2020 saw a global pandemic, the likes of which the world has not witnessed for a century. In the West, a response to COVID-19 was delayed, and resistance to an aggressive approach followed, due to potential economic repercussions. Ironically, this tactic resulted in creating a severe financial crisis not seen since the Great Depression.

In this regard, the Morrison government was even more irresponsible. Having seen the effect of the virus in our region, and the devastating impact it had in parts of Europe, the federal government initially failed to prepare the country for when the virus eventually arrived at our shores. The Morrison government, which was hoping to bring back a budget surplus, was forced to begrudgingly implement one of the largest subsidy and social insurance programs this country has seen (Jobkeeper, Jobseeker, etc.). Hundreds of thousands of workers lost their jobs, but Australia has so far been spared the fate of much of the rest of the world.

As a result of the economic instability, class struggle has only intensified. While the Ensuring Integrity Bill was “taken off the table,” the government’s war on trade unions continues. The raid on CFMMEU offices in Sydney and Attorney-General Christian Porter’s union “demerger bill” serve as two recent, notable examples. Not only the government, but major corporations have been exploiting and ramping up the fight against workers. We saw Qantas rob workers of overtime and penalty rates with Coles and Woolworths fighting back against pay increases and redundancy packages despite record-breaking profits.

COVID-19 wasn’t the only defining feature of 2020. Black Lives Matter (BLM) also played a prominent role, intensifying the struggle of Aboriginal people in Australia. Major rallies were held across the country at the beginning of the year, and many more followed. These actions touched a multitude of issues faced by the Aboriginal community since colonisation such as Bla(c)k deaths in custody and land rights. For many, it was their first exposure to this injustice.

Internationally, Australia has been put under the spotlight for its war crimes in Afghanistan, with the lack of response troubling many. The exposure of the war crimes also further concretises Australia’s reputation as a lapdog for US imperialism. On that front, during Trump’s presidency (which symbolically ended this year, marking one of 2020’s few good moments) Prime Minister Scott Morrison has acted as President Trump’s hatchet man in the Asia-Pacific region. Morrison’s rhetoric on China, calling for an international investigation into the source of COVID-19 and that country’s handling of it, is nothing but Morrison haphazardly following America’s lead in this new Cold War.
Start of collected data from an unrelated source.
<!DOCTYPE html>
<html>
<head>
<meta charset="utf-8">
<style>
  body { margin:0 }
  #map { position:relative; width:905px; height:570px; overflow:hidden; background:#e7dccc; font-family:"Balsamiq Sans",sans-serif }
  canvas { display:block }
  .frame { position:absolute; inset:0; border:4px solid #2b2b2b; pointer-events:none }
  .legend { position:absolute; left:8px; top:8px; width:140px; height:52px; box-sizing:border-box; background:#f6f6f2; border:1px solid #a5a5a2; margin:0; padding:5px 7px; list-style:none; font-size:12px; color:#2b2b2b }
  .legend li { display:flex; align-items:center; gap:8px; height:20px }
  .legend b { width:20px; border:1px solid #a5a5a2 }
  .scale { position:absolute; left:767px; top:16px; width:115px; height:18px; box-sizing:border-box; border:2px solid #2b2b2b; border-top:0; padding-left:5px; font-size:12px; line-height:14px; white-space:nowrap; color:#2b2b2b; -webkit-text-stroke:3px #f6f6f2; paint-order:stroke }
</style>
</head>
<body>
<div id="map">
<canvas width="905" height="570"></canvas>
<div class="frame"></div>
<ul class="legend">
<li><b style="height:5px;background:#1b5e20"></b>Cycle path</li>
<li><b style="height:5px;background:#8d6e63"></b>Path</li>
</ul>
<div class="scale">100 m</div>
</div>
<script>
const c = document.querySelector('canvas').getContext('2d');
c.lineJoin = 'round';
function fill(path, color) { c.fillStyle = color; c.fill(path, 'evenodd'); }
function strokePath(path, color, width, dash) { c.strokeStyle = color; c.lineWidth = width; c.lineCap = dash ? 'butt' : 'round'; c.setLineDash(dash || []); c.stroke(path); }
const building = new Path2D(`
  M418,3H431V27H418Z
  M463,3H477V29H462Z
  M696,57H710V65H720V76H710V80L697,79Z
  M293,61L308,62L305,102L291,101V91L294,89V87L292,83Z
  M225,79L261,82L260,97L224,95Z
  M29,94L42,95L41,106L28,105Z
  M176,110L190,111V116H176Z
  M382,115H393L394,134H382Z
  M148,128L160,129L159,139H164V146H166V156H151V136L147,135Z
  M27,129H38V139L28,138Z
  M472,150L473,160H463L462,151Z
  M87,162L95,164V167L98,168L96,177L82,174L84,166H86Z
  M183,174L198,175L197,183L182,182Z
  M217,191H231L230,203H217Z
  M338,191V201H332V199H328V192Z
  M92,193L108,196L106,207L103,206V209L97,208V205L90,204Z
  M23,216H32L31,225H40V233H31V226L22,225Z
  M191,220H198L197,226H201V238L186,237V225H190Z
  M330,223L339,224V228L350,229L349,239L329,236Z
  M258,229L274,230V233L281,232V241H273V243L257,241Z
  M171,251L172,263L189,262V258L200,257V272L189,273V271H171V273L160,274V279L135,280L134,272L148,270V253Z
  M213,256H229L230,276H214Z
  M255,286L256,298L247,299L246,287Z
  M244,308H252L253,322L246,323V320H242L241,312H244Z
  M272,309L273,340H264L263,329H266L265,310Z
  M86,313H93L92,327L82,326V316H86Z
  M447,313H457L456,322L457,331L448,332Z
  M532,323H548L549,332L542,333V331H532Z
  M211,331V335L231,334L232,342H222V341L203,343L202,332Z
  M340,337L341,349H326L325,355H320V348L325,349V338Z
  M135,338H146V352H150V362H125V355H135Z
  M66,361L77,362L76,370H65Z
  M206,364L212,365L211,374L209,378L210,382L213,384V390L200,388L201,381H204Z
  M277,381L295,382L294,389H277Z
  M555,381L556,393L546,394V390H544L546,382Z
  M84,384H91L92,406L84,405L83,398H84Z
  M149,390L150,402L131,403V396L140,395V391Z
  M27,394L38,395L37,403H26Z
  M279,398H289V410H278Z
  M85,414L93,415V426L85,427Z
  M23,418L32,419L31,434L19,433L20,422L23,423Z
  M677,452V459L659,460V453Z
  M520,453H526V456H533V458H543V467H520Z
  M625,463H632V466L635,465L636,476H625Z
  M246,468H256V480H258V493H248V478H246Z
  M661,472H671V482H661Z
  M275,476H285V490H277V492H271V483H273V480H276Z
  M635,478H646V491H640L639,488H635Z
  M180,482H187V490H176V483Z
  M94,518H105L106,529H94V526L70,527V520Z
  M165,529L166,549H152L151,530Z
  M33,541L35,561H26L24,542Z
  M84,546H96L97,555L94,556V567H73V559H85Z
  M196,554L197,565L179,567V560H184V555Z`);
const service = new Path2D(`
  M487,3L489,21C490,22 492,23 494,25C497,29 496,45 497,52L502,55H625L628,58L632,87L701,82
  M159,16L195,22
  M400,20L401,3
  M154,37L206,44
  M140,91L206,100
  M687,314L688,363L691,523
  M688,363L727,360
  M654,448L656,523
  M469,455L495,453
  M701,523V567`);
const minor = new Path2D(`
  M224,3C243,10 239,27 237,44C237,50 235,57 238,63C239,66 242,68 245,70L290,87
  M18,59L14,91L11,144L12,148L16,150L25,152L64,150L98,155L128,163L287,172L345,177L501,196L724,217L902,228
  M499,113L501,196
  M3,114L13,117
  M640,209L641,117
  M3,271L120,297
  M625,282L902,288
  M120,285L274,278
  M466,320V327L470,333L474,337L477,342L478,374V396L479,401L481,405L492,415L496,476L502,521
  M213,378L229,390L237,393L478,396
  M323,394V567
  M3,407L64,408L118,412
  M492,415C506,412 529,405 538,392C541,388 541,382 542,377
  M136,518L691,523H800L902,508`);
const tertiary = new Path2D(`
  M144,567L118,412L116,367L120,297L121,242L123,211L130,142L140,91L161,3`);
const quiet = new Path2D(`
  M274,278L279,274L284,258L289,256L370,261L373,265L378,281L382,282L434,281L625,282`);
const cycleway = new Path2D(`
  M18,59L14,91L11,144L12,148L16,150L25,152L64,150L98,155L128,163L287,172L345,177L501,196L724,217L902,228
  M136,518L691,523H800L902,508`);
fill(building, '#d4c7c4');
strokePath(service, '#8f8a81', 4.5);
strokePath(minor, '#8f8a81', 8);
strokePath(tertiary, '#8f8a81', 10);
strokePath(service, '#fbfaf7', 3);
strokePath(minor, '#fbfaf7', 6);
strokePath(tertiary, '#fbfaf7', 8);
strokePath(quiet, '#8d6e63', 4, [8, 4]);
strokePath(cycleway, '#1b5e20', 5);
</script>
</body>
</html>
With Trump out of the White House next January, Biden claims he will better handle relations with China and recommit to action (whatever that may be) on climate change, leaving Australia ideologically isolated on this front.
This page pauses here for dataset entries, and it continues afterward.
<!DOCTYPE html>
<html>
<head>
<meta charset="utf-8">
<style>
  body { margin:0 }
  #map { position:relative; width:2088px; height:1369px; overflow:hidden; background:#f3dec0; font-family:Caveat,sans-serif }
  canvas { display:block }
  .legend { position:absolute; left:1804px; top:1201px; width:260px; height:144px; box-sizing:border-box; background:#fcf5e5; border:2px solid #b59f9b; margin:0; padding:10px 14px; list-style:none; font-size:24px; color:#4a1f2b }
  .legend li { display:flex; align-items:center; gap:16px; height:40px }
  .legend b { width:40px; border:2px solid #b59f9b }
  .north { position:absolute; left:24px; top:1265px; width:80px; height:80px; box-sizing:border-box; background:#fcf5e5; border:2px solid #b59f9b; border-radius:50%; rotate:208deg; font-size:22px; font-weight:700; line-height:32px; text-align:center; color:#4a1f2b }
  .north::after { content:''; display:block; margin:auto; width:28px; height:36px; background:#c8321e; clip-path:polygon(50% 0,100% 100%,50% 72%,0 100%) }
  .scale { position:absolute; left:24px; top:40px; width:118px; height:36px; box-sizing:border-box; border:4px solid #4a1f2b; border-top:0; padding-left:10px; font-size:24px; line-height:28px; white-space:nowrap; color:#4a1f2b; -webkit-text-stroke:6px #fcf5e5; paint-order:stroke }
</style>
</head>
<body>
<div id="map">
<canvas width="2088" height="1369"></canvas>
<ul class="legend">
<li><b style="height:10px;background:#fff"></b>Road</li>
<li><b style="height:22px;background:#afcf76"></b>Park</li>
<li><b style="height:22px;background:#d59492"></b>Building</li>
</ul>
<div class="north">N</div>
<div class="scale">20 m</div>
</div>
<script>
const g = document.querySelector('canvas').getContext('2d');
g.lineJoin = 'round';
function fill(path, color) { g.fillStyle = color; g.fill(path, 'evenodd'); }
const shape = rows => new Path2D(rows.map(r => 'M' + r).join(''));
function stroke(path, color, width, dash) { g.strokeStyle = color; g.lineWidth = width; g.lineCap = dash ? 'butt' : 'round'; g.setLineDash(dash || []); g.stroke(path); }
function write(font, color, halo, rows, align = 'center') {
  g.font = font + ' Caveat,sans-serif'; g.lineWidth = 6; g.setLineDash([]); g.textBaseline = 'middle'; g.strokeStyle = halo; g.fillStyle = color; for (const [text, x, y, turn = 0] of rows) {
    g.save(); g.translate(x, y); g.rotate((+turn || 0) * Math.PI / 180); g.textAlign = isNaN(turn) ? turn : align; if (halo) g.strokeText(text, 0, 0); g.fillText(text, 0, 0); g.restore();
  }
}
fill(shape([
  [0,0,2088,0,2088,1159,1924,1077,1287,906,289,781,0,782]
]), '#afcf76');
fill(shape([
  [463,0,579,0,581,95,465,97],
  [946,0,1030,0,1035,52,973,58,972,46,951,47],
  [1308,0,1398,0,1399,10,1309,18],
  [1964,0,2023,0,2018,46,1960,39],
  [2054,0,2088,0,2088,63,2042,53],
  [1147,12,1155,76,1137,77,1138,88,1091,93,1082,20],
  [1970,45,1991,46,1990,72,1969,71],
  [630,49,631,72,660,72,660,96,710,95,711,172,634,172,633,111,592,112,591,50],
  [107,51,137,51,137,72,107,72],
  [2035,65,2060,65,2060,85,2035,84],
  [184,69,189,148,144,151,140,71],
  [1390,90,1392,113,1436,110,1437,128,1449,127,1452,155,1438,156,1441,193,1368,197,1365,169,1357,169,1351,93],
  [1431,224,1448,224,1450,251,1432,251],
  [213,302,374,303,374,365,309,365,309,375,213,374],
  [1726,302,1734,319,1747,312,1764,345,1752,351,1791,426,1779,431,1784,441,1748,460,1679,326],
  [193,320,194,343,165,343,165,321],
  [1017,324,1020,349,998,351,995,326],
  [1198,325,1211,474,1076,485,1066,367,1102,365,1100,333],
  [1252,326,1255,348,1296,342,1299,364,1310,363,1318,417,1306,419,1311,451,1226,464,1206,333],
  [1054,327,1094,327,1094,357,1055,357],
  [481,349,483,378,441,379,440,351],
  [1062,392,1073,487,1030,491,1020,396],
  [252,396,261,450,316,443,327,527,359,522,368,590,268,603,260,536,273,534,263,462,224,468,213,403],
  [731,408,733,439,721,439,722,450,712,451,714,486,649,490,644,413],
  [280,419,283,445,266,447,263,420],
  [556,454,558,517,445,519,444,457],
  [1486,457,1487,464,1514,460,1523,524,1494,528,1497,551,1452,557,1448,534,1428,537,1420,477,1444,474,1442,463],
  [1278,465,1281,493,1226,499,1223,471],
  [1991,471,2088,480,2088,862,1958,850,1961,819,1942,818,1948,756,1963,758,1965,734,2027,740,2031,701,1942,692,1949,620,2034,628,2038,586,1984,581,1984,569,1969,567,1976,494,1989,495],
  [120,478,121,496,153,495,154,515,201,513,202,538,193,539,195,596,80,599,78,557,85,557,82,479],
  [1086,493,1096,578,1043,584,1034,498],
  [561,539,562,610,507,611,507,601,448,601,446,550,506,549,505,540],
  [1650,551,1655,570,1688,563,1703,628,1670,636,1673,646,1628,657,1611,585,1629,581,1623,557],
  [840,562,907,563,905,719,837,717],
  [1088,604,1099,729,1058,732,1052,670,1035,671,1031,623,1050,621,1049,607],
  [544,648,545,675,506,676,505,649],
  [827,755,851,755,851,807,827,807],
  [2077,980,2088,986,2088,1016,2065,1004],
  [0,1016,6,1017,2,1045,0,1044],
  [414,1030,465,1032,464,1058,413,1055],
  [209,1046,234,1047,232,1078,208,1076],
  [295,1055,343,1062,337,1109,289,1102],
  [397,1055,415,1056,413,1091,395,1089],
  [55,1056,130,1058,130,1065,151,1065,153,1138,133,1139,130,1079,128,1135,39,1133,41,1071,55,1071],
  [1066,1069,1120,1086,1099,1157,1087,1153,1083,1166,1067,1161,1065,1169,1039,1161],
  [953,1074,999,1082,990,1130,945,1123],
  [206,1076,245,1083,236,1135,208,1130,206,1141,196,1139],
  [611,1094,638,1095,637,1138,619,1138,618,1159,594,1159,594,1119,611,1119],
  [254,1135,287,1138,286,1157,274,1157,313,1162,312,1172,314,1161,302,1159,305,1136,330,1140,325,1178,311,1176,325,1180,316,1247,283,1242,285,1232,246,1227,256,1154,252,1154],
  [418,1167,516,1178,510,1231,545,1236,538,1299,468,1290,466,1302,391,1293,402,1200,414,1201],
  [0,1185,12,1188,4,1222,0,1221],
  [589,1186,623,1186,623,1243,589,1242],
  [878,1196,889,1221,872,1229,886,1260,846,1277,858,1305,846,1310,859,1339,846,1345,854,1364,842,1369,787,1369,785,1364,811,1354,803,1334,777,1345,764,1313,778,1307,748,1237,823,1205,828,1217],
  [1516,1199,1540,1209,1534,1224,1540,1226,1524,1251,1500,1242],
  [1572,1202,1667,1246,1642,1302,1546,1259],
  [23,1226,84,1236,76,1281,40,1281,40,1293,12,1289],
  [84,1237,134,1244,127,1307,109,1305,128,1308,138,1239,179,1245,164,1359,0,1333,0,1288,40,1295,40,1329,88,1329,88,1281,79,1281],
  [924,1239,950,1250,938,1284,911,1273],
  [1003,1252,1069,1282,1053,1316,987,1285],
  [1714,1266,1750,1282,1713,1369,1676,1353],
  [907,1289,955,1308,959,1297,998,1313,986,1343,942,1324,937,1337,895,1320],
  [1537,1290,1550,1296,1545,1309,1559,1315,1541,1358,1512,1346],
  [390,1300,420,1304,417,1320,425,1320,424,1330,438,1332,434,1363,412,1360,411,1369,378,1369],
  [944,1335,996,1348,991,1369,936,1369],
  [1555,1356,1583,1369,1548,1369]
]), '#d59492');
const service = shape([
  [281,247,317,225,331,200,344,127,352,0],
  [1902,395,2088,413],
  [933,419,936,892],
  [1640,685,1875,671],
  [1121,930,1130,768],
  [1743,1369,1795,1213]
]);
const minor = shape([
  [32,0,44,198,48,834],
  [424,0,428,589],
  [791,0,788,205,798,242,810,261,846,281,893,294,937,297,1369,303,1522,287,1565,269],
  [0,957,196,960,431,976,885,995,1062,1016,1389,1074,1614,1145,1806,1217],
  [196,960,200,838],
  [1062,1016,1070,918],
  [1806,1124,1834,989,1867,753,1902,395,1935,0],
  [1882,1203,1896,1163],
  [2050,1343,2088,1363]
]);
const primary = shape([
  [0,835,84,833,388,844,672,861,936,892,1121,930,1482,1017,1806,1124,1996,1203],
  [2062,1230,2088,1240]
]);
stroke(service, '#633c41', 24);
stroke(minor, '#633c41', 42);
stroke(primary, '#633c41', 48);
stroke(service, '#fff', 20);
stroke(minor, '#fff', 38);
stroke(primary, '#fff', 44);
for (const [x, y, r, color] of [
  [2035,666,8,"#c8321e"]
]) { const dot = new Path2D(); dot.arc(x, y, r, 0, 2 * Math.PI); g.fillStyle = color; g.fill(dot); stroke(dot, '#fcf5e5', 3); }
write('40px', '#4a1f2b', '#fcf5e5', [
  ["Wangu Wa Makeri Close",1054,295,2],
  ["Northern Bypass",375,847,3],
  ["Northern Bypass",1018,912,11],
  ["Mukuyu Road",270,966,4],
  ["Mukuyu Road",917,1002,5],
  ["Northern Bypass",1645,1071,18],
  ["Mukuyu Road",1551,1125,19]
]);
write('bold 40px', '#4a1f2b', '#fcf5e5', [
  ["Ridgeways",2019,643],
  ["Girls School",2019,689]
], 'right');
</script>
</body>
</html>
Relations between Australia and China haven’t been this cold in decades, and our government’s continued provocation of China is dooming our economy as China looks elsewhere for imports.

While 2020 may seem like a year with many dark moments, it has presented the Left with many opportunities to challenge and organise against capitalism. These strong tensions that have emerged have allowed the Party to grow, as more people have become conscious of the class struggle. The crises will undoubtedly become sharper into 2021, and the Party needs to take advantage of this so that it can be in the vanguard when revolution rings.